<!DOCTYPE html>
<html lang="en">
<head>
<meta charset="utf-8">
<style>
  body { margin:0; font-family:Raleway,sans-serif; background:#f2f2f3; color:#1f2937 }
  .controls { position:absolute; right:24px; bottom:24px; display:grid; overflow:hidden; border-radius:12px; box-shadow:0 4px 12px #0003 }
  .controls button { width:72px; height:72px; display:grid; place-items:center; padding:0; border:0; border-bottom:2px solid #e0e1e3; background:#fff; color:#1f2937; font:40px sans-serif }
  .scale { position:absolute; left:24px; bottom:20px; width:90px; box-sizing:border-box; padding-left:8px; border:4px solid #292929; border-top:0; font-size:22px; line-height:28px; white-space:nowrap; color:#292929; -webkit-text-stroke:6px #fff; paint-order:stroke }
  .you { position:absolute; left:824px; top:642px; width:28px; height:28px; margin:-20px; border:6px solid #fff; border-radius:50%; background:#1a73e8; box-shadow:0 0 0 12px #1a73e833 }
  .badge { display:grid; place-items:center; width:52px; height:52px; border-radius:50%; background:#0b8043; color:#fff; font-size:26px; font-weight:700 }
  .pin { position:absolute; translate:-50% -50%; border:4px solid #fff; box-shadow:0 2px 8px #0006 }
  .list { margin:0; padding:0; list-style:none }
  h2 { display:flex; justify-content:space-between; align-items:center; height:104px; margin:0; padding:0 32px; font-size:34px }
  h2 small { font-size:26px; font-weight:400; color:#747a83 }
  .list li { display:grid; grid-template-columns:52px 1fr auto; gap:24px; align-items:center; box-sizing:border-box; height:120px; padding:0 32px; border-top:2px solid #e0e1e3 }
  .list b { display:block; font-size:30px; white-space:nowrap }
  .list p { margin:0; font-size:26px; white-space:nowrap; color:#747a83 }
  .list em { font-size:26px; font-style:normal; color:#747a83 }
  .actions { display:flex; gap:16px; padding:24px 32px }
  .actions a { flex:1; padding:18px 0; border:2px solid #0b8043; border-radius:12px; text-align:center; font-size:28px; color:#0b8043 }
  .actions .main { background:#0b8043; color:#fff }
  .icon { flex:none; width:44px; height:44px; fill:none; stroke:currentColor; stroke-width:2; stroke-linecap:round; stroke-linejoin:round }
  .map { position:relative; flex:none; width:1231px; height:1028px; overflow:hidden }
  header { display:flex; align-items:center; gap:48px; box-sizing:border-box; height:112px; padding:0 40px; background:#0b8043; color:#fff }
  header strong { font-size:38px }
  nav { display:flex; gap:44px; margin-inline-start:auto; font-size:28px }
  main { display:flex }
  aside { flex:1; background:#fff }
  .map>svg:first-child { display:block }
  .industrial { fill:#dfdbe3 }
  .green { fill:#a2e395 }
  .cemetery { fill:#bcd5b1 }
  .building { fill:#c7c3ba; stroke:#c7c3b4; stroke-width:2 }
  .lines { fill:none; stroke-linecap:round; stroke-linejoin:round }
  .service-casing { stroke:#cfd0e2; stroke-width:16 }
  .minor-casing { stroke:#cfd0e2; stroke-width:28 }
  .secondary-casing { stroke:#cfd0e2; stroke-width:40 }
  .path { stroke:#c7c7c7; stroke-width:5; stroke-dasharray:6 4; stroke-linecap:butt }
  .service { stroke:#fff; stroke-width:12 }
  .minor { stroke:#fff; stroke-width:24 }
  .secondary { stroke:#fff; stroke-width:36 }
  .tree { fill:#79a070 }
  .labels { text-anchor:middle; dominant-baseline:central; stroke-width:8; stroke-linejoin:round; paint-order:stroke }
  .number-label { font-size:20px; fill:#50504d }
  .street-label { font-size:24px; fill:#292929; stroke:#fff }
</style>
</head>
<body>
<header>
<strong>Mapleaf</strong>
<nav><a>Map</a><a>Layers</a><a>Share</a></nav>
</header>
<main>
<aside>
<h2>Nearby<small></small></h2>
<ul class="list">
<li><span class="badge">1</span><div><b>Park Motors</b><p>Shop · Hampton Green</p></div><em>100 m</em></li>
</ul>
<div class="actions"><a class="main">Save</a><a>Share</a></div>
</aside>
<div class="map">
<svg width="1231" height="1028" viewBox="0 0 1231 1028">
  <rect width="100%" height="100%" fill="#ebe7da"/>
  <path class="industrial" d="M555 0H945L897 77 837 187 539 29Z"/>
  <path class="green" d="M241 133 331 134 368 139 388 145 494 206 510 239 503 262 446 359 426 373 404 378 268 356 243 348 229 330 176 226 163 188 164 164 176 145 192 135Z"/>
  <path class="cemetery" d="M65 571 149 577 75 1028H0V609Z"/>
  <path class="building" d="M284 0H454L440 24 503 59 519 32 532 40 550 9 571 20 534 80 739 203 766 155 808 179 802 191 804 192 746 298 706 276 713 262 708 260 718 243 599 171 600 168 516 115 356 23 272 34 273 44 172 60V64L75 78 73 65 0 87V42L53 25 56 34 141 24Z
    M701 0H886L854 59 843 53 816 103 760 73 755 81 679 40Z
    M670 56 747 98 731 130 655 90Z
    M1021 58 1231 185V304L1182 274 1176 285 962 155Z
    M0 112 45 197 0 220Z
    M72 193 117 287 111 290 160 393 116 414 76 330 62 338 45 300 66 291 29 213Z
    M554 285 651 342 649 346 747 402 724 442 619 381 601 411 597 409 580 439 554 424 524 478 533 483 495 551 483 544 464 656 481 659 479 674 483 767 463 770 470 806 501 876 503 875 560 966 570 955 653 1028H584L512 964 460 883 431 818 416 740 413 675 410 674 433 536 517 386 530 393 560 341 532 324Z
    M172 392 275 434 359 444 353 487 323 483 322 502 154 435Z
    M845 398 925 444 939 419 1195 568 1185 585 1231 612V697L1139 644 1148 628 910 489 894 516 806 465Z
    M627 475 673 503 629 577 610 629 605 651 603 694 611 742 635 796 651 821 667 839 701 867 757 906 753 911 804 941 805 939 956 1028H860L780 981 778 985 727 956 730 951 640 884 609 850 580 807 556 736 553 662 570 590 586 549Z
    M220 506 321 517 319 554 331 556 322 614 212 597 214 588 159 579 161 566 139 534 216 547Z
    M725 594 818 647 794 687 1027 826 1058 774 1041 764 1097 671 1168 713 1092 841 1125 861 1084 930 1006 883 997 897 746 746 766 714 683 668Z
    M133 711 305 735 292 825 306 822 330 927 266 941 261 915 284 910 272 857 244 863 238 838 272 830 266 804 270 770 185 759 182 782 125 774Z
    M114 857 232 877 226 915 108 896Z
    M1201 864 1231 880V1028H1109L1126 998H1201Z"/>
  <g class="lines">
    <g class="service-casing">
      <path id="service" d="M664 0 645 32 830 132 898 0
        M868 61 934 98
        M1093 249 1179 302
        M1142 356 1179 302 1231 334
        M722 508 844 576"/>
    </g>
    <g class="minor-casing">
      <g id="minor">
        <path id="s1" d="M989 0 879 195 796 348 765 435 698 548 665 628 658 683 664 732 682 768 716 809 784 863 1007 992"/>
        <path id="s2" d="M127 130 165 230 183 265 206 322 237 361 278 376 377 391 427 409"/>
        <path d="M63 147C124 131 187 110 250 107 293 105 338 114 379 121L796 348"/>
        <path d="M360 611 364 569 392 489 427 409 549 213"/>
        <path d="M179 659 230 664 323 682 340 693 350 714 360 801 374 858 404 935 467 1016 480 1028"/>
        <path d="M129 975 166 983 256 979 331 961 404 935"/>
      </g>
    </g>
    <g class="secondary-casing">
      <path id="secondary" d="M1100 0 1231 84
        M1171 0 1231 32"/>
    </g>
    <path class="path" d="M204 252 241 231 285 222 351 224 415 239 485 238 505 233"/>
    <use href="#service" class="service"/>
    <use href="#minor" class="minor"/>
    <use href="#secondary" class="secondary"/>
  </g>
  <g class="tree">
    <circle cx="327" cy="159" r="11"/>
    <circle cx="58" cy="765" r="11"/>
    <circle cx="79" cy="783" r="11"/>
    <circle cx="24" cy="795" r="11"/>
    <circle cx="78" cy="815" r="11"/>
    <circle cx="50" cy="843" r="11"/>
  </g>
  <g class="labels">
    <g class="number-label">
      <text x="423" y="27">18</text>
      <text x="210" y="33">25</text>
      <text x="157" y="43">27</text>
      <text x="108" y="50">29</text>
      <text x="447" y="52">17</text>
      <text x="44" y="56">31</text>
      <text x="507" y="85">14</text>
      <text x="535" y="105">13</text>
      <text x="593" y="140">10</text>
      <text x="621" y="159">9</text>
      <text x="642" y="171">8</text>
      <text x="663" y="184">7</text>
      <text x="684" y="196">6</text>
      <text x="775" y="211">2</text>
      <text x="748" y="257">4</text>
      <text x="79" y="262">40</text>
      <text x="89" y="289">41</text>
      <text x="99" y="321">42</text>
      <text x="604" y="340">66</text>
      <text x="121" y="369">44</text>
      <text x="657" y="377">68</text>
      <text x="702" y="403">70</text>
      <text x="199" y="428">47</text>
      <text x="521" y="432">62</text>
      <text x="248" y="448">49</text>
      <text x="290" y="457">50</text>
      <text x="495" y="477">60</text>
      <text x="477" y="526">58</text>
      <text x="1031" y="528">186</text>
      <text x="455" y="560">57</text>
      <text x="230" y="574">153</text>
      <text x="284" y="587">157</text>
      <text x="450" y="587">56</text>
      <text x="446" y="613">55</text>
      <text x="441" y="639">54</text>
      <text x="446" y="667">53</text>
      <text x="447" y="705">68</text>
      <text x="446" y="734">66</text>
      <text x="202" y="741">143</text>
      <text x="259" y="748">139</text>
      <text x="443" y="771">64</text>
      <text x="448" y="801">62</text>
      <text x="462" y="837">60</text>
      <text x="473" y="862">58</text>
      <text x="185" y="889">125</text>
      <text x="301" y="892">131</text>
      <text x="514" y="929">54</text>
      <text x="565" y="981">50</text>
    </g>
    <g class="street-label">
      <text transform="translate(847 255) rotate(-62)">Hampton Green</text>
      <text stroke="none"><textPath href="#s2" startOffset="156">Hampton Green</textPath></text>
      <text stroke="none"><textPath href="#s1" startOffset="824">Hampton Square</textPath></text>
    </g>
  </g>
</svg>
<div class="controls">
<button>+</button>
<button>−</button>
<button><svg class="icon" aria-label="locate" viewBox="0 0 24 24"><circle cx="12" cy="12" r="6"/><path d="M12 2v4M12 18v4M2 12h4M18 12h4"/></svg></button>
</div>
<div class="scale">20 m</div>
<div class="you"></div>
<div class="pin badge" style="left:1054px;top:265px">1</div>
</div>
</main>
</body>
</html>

== What to work on ==
Starting at the top of the data above, repeat every line exactly until the line containing "width:72px; height:72px; display:grid;" has been given, then stop.

== Output of the exercise ==
<!DOCTYPE html>
<html lang="en">
<head>
<meta charset="utf-8">
<style>
  body { margin:0; font-family:Raleway,sans-serif; background:#f2f2f3; color:#1f2937 }
  .controls { position:absolute; right:24px; bottom:24px; display:grid; overflow:hidden; border-radius:12px; box-shadow:0 4px 12px #0003 }
  .controls button { width:72px; height:72px; display:grid; place-items:center; padding:0; border:0; border-bottom:2px solid #e0e1e3; background:#fff; color:#1f2937; font:40px sans-serif }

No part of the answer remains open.